[PROVIDED MATERIAL Boundary: Start]

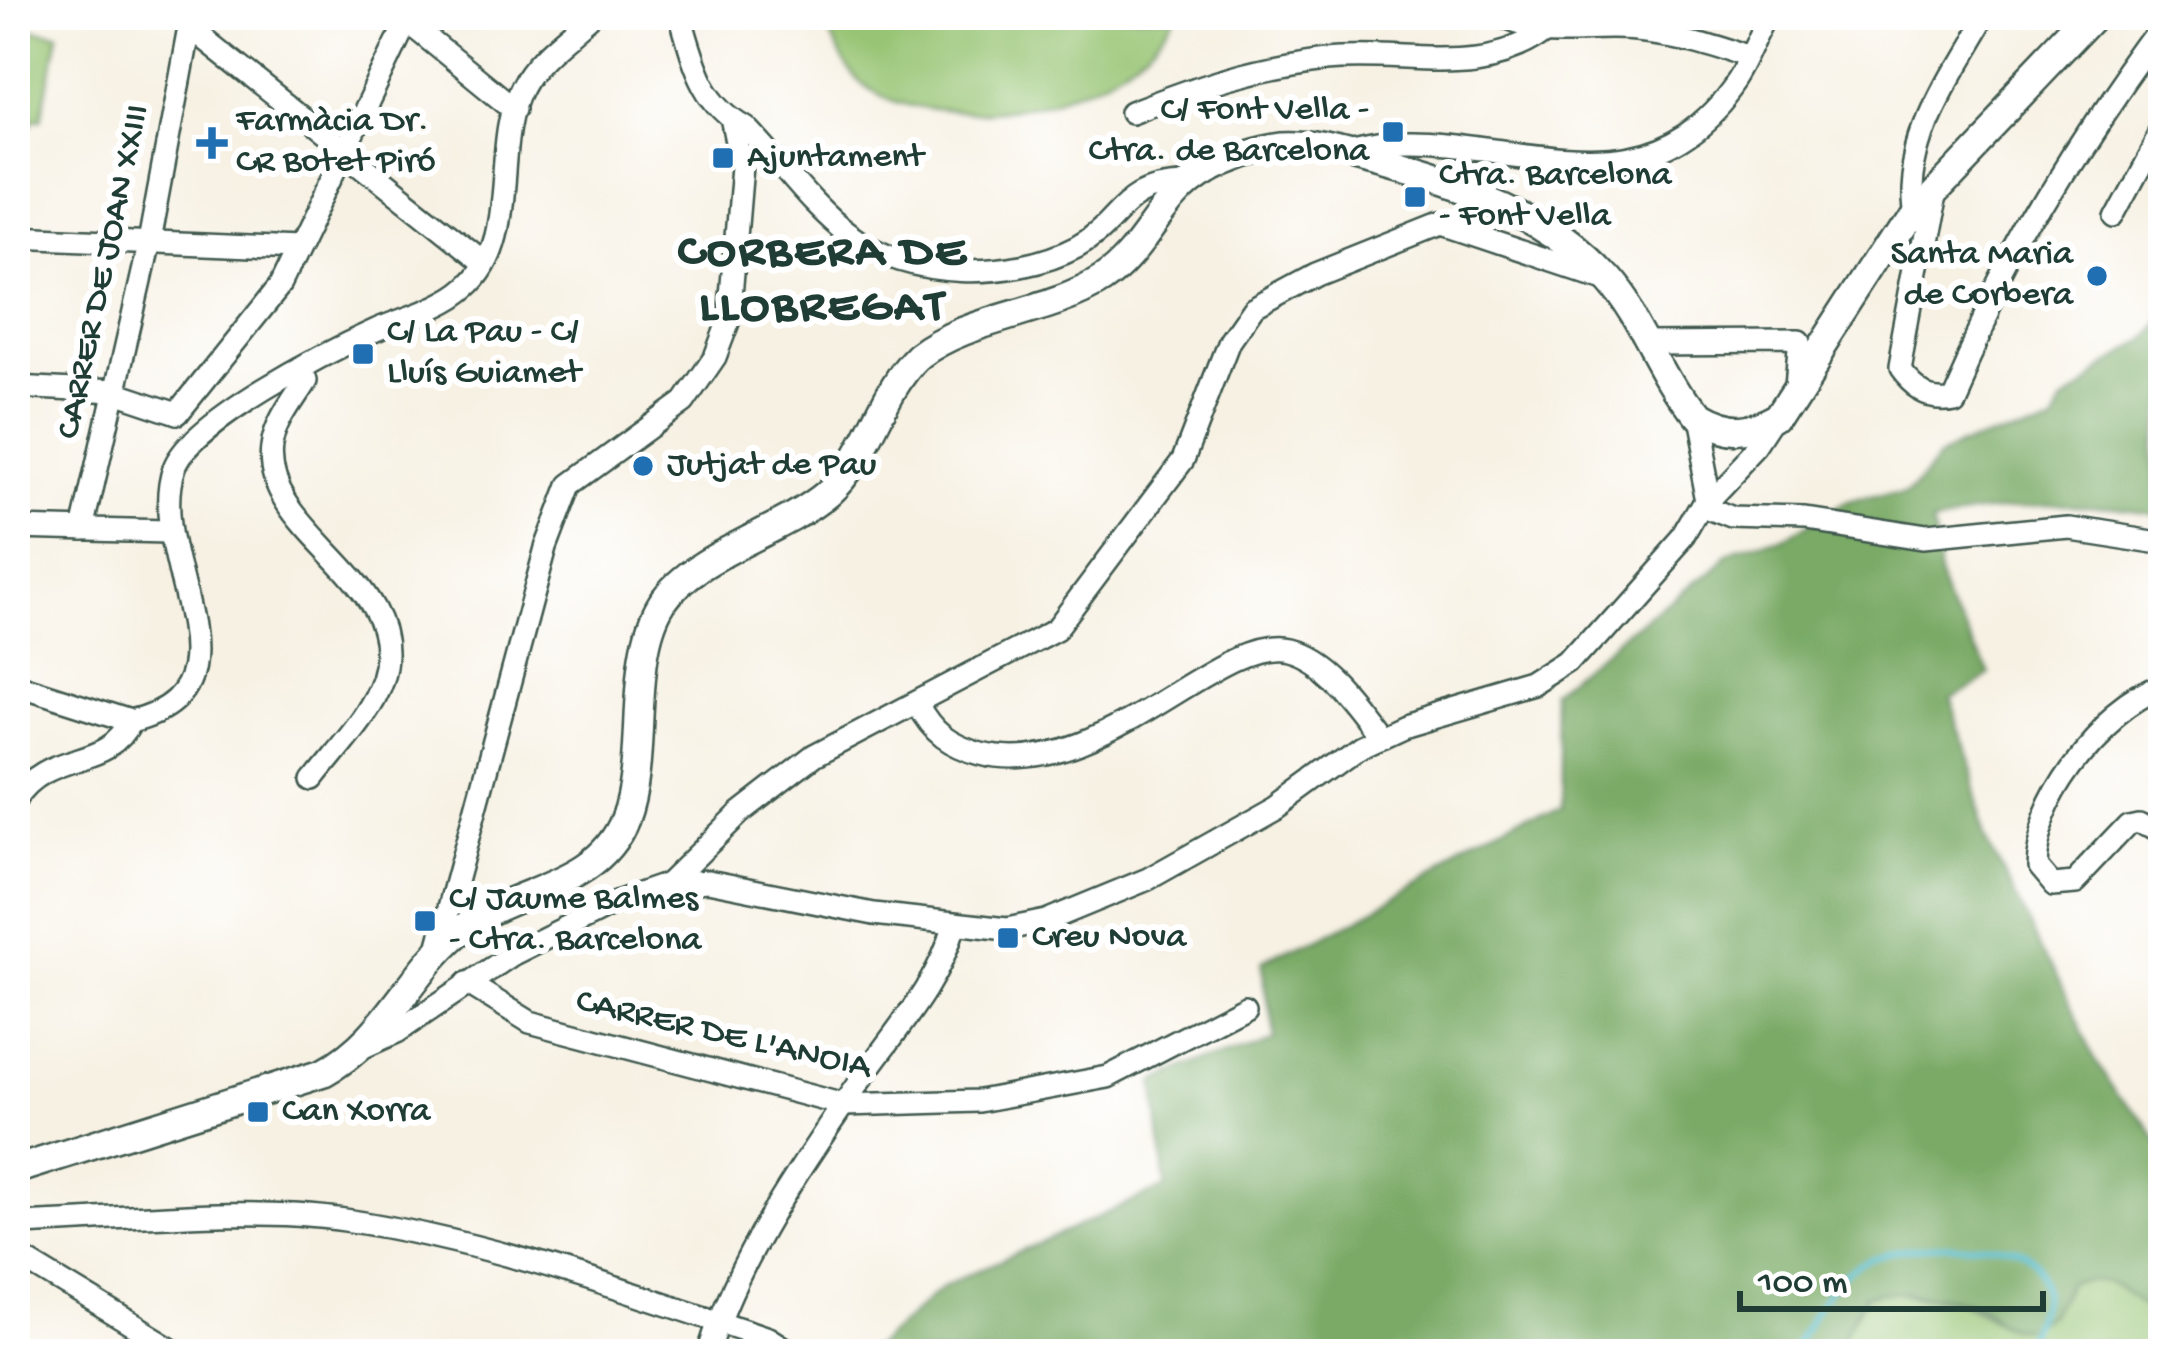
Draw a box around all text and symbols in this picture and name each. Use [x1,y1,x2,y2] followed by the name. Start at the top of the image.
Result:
[1088,90,1370,174] place label: C/ Font Vella - Ctra. de Barcelona
[49,101,161,443] street label: CARRER DE JOAN XXIII
[235,101,436,185] place label: Farmàcia Dr. CR Botet Piró
[1380,119,1406,145] marker: C/ Font Vella - Ctra. de Barcelona
[199,130,225,156] marker: Farmàcia Dr. CR Botet Piró
[747,137,927,180] place label: Ajuntament
[710,145,736,171] marker: Ajuntament
[1439,155,1672,239] place label: Ctra. Barcelona - Font Vella
[1402,184,1428,210] marker: Ctra. Barcelona - Font Vella
[678,226,968,338] district label: CORBERA DE LLOBREGAT
[1891,234,2074,318] place label: Santa Maria de Corbera
[2084,263,2110,289] marker: Santa Maria de Corbera
[387,312,584,396] place label: C/ La Pau - C/ Lluís Guiamet
[350,341,376,367] marker: C/ La Pau - C/ Lluís Guiamet
[667,445,876,488] place label: Jutjat de Pau
[630,453,656,479] marker: Jutjat de Pau
[449,879,702,963] place label: C/ Jaume Balmes - Ctra. Barcelona
[412,908,438,934] marker: C/ Jaume Balmes - Ctra. Barcelona
[1032,917,1187,960] place label: Creu Nova
[995,925,1021,951] marker: Creu Nova
[571,981,876,1091] street label: CARRER DE L'ANOIA
[282,1091,431,1134] place label: Can Xorra
[245,1099,271,1125] marker: Can Xorra
[1740,1237,2043,1311] scale bar
[1757,1263,1848,1306] text: 100 m

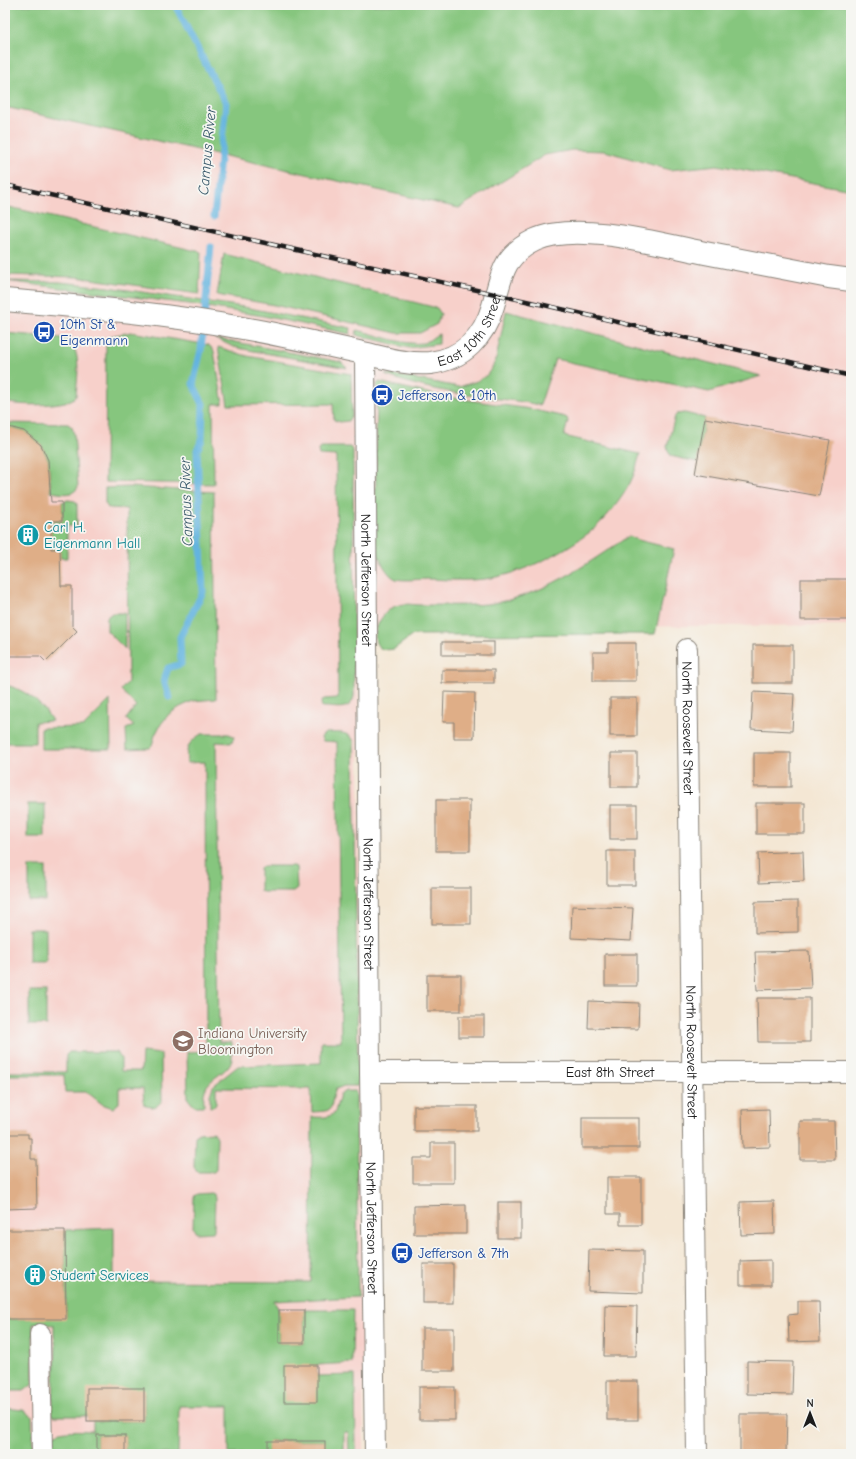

[PROVIDED MATERIAL Boundary: End]

▸ DIRECTIONS: Give the listing again exactly, but omit each image.

▸ ANSWER TO THE EXERCISE:
Draw a box around all text and symbols in this picture and name each. Use [x1,y1,x2,y2] followed by the name. Start at the top of the image.
Result:
[1088,90,1370,174] place label: C/ Font Vella - Ctra. de Barcelona
[49,101,161,443] street label: CARRER DE JOAN XXIII
[235,101,436,185] place label: Farmàcia Dr. CR Botet Piró
[1380,119,1406,145] marker: C/ Font Vella - Ctra. de Barcelona
[199,130,225,156] marker: Farmàcia Dr. CR Botet Piró
[747,137,927,180] place label: Ajuntament
[710,145,736,171] marker: Ajuntament
[1439,155,1672,239] place label: Ctra. Barcelona - Font Vella
[1402,184,1428,210] marker: Ctra. Barcelona - Font Vella
[678,226,968,338] district label: CORBERA DE LLOBREGAT
[1891,234,2074,318] place label: Santa Maria de Corbera
[2084,263,2110,289] marker: Santa Maria de Corbera
[387,312,584,396] place label: C/ La Pau - C/ Lluís Guiamet
[350,341,376,367] marker: C/ La Pau - C/ Lluís Guiamet
[667,445,876,488] place label: Jutjat de Pau
[630,453,656,479] marker: Jutjat de Pau
[449,879,702,963] place label: C/ Jaume Balmes - Ctra. Barcelona
[412,908,438,934] marker: C/ Jaume Balmes - Ctra. Barcelona
[1032,917,1187,960] place label: Creu Nova
[995,925,1021,951] marker: Creu Nova
[571,981,876,1091] street label: CARRER DE L'ANOIA
[282,1091,431,1134] place label: Can Xorra
[245,1099,271,1125] marker: Can Xorra
[1740,1237,2043,1311] scale bar
[1757,1263,1848,1306] text: 100 m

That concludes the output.